Born in Lafeyette, Indiana, to parents who’d immigrated to the United States from Guyana, Kimbrell (whose maiden name was Ng-A-Qui) knew from as early as the fourth grade that she wanted to be a fighter pilot. Although born in Indiana, Kimbrell actually grew up in Parker, Colorado, where her father moved the family after earning his doctorate from Purdue University. It was in Colorado that she formed her dream to fly, joined the Colorado Wing of the Civil Air Patrol Cadet Program in the early 1990s, volunteered at air shows, and acquired a private flying license before she’d even gotten her driver’s license. Finally, it was in Colorado that she was accepted to and graduated from the U.S. Air Force Academy.
 
After graduation, Kimbrell started undergraduate pilot training (UPT) in August 1998 at Laughlin AFB near Del Rio, Texas, completing training a year later with a fighter assignment. She then completed her Introduction to Fighter Fundamentals (IFF) course at Randolph AFB, before finishing up F-16 training at Luke AFB in 2000. She accomplished all of this despite being told repeatedly through childhood that she needed a “backup” plan, as there were no women fighter pilots at the time (women were only permitted to fly in combat after an April 28, 1993 order by Secretary of Defense Les Aspin; with the Air Force’s first female fighter pilot, Jeannie M. Leavitt, stepping into an F-15E Strike Eagle later that year). The “backup” plan suggestion was advice that simply made Kimbrell redouble her efforts. As she told the Air Force News in a 2012 article highlighting her career to that point, “I think sometimes you lull yourself into thinking, 'OK, I have that plan, and if it gets hard I'll go to the back-up plan.' If you don't have , you push through.”
 
After training, 1st Lt Kimbrell received her first operational assignment to Misawa Air Base, Japan, where she flew with the 13th Fighter Squadron and deployed between 2001 and 2003 to participate in Operations NORTHERN WATCH and SOUTHERN WATCH. These operations—started on January 1, 1997, following the end of Operation PROVIDE COMFORT, and officially concluded on May 1, 2003—were meant to enforce a no-fly zone over northern and southern Iraq to curtail potential Iraqi aggression after the Gulf War.

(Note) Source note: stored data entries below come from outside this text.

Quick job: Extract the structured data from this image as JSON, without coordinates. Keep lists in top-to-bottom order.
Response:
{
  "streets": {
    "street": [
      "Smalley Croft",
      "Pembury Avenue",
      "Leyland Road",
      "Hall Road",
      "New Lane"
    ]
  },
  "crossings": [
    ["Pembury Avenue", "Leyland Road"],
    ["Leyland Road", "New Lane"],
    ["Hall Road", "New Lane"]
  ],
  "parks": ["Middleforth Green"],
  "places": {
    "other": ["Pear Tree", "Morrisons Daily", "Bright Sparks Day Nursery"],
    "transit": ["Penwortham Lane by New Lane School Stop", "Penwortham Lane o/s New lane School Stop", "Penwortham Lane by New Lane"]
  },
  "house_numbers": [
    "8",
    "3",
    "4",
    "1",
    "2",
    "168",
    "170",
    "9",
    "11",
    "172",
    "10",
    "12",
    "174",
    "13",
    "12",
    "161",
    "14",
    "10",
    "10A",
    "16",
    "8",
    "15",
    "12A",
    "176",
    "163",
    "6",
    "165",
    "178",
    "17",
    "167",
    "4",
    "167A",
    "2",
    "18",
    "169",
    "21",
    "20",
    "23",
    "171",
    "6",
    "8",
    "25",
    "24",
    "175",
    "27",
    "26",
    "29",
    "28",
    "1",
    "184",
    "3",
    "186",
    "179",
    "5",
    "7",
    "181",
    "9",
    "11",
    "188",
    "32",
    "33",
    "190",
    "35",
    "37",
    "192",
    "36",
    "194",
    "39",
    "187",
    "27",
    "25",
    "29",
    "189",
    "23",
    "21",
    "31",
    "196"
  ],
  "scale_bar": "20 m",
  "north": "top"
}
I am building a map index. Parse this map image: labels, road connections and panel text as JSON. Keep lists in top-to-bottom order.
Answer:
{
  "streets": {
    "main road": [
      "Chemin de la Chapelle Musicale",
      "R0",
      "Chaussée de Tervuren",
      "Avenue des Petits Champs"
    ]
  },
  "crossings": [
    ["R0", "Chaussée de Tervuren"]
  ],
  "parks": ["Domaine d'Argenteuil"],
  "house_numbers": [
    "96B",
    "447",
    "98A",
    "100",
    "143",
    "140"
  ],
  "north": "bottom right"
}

Kimbrell flew 170 combat hours in F-16s for NORTHERN WATCH, and noted that, “[the] sorties [for Northern Watch] were actually anticlimactic until I recognized that people were actually shooting at us.” In her work on that operation, she became the first black woman to employ ordnance in combat.
 
Kimbrell also served at Kunsan (Korea), Aviano (Italy), Fort Stewart (Georgia), and Nellis AFB (Nevada)—which is where she separated from Active Duty and transitioned to the Air Force Reserve. There, now-Lt Col Kimbrell flew and commanded MQ-9s for the 78th Attack Squadron until her retirement in 2020, following almost 22 years of service.